BatchResult - The result type returned by map operations, containing results from all processed items with success/failure status.

Concurrency control - Limiting how many items process simultaneously using max_concurrency in MapConfig.

Completion criteria - Rules that determine when a map operation succeeds or fails based on individual item results.

↑ Back to top

What are map operations?

Map operations let you process collections durably by applying a function to each item in parallel. Each item's processing is checkpointed independently, so if your function is interrupted, completed items don't need to be reprocessed.

Use map operations to: - Transform collections with automatic checkpointing - Process lists of items in parallel - Handle large datasets with resilience - Control concurrency behavior - Define custom success/failure criteria

Map operations use context.map() to process collections efficiently. Each item becomes an independent operation that executes in parallel with other items.

↑ Back to top

Key features

  • Parallel processing - Items process concurrently by default
  • Independent checkpointing - Each item's result is saved separately
  • Partial completion - Completed items don't reprocess on replay
  • Concurrency control - Limit simultaneous processing with max_concurrency
  • Flexible completion - Define custom success/failure criteria
  • Result ordering - Results maintain the same order as inputs

↑ Back to top

Getting started

Here's a simple example of processing a collection:

// Coming soon...
from aws_durable_execution_sdk_python import (
    DurableContext,
    durable_execution,
    BatchResult,
)

def square(context: DurableContext, item: int, index: int, items: list[int]) -> int:
    """Square a number."""
    return item * item

@durable_execution
def handler(event: dict, context: DurableContext) -> dict:
    """Process a list of items using map operations."""
    items = [1, 2, 3, 4, 5]

    result = context.map(items, square)
    # Convert to dict for JSON serialization (BatchResult is not JSON serializable)
    return result.to_dict()
// Coming soon...

When this function runs: 1. Each item is processed in parallel 2. The square function is called for each item 3. Each result is checkpointed independently 4. The function returns a dict with results [1, 4, 9, 16, 25]

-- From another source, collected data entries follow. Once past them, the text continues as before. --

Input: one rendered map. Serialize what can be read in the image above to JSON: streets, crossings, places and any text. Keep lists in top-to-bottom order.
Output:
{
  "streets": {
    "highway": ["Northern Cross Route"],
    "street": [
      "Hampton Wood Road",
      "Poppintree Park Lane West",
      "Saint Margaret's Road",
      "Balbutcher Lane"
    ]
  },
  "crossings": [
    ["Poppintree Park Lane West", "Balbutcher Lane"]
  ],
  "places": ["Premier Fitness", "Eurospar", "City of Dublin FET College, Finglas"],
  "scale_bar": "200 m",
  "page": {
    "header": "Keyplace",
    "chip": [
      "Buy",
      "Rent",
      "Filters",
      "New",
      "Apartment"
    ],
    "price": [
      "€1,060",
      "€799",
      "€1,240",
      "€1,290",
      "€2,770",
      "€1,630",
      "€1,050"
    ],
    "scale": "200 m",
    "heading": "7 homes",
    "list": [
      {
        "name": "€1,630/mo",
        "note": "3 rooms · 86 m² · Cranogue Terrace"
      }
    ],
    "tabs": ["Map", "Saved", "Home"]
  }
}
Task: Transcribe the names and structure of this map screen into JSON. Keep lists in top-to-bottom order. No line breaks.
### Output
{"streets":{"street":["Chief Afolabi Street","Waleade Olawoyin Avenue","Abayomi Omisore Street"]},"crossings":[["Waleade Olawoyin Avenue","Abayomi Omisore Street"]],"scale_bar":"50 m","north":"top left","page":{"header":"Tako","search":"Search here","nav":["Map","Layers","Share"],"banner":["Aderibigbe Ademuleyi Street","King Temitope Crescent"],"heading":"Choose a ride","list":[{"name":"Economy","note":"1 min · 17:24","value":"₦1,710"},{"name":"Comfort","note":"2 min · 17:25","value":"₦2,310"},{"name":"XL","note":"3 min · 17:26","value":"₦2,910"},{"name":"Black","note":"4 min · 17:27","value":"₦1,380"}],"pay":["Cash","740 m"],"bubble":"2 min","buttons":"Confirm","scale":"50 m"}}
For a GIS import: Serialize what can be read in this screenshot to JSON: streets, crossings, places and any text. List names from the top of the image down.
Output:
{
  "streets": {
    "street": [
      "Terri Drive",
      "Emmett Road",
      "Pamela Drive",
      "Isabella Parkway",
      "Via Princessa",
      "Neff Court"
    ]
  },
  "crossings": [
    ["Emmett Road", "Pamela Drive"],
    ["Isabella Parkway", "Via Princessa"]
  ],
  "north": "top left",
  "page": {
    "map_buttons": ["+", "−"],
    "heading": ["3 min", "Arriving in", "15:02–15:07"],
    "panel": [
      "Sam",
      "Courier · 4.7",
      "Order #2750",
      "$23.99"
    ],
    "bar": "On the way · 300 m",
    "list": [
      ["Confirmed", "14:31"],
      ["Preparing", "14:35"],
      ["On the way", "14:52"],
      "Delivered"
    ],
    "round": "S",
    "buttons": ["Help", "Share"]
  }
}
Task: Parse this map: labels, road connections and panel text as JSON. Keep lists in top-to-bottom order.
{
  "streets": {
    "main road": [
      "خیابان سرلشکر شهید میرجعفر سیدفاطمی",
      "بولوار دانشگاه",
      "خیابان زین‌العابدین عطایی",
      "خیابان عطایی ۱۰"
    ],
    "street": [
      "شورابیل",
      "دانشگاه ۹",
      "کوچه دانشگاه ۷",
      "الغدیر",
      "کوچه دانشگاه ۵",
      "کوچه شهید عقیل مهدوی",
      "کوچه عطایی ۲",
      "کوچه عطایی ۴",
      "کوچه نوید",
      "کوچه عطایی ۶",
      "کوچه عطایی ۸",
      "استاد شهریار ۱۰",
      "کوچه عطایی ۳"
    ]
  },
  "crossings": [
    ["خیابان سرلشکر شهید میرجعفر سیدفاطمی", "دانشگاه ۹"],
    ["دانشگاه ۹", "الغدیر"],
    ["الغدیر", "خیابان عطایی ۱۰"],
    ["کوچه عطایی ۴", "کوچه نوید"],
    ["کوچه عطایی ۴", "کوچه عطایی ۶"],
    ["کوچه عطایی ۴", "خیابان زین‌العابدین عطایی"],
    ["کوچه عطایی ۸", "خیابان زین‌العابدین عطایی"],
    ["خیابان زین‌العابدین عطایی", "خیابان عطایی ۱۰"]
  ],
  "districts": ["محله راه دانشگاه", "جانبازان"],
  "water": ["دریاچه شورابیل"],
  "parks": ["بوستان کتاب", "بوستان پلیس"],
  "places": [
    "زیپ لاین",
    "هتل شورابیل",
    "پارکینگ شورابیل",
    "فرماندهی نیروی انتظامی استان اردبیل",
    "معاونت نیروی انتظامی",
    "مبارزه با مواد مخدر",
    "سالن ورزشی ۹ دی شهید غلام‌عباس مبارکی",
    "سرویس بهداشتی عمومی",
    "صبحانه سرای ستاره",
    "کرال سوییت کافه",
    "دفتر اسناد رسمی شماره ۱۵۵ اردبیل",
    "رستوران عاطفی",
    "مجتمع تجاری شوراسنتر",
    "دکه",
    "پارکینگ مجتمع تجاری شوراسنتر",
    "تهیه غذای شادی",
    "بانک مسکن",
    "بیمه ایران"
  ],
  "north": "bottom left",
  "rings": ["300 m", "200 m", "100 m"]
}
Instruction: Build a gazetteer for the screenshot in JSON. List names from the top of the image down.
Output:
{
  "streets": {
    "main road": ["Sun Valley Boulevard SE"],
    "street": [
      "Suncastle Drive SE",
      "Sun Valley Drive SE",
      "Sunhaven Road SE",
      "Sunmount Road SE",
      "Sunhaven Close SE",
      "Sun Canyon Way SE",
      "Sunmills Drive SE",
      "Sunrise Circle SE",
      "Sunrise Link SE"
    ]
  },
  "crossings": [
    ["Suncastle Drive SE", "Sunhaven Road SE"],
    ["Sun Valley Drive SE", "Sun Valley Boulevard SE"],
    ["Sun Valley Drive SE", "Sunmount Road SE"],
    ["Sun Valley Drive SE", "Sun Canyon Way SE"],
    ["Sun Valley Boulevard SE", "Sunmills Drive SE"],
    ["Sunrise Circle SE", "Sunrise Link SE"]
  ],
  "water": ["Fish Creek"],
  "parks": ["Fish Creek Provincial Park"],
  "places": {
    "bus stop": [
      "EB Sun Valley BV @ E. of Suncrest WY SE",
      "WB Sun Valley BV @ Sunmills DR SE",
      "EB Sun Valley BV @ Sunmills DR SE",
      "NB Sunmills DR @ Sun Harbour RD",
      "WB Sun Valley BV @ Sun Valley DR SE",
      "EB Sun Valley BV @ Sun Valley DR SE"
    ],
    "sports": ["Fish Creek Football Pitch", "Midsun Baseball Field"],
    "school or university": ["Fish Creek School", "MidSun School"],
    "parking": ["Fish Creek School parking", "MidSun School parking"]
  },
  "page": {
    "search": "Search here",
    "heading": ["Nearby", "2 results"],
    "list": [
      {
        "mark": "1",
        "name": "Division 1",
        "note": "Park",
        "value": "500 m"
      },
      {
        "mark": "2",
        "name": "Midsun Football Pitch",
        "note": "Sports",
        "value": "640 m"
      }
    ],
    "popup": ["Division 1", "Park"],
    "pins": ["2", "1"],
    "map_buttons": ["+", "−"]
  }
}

If the function is interrupted after processing items 0-2, it resumes at item 3 without reprocessing the first three items.

↑ Back to top

Method signature

context.map()

// Coming soon...
def map(
    inputs: Sequence[U],
    func: Callable[[DurableContext, U, int, Sequence[U]], T],
    name: str | None = None,
    config: MapConfig | None = None,
) -> BatchResult[T]
// Coming soon...

Parameters:

  • inputs - A sequence of items to process (list, tuple, or any sequence type).
  • func - A callable that processes each item. See Map function signature for details.
  • name (optional) - A name for the map operation, useful for debugging and testing.
  • config (optional) - A MapConfig object to configure concurrency and completion criteria.

Returns: A BatchResult[T] containing the results from processing all items.

Raises: Exceptions based on the completion criteria defined in MapConfig.

↑ Back to top

Map function signature

The map function receives four parameters:

// Coming soon...
def process_item(
    context: DurableContext,
    item: U,
    index: int,
    items: Sequence[U]
) -> T:
    """Process a single item from the collection."""
    # Your processing logic here
    return result
// Coming soon...

Parameters:

  • context - A DurableContext for the item's processing. Use this to call steps, waits, or other operations.
  • item - The current item being processed.
  • index - The zero-based index of the item in the original collection.
  • items - The full collection of items being processed.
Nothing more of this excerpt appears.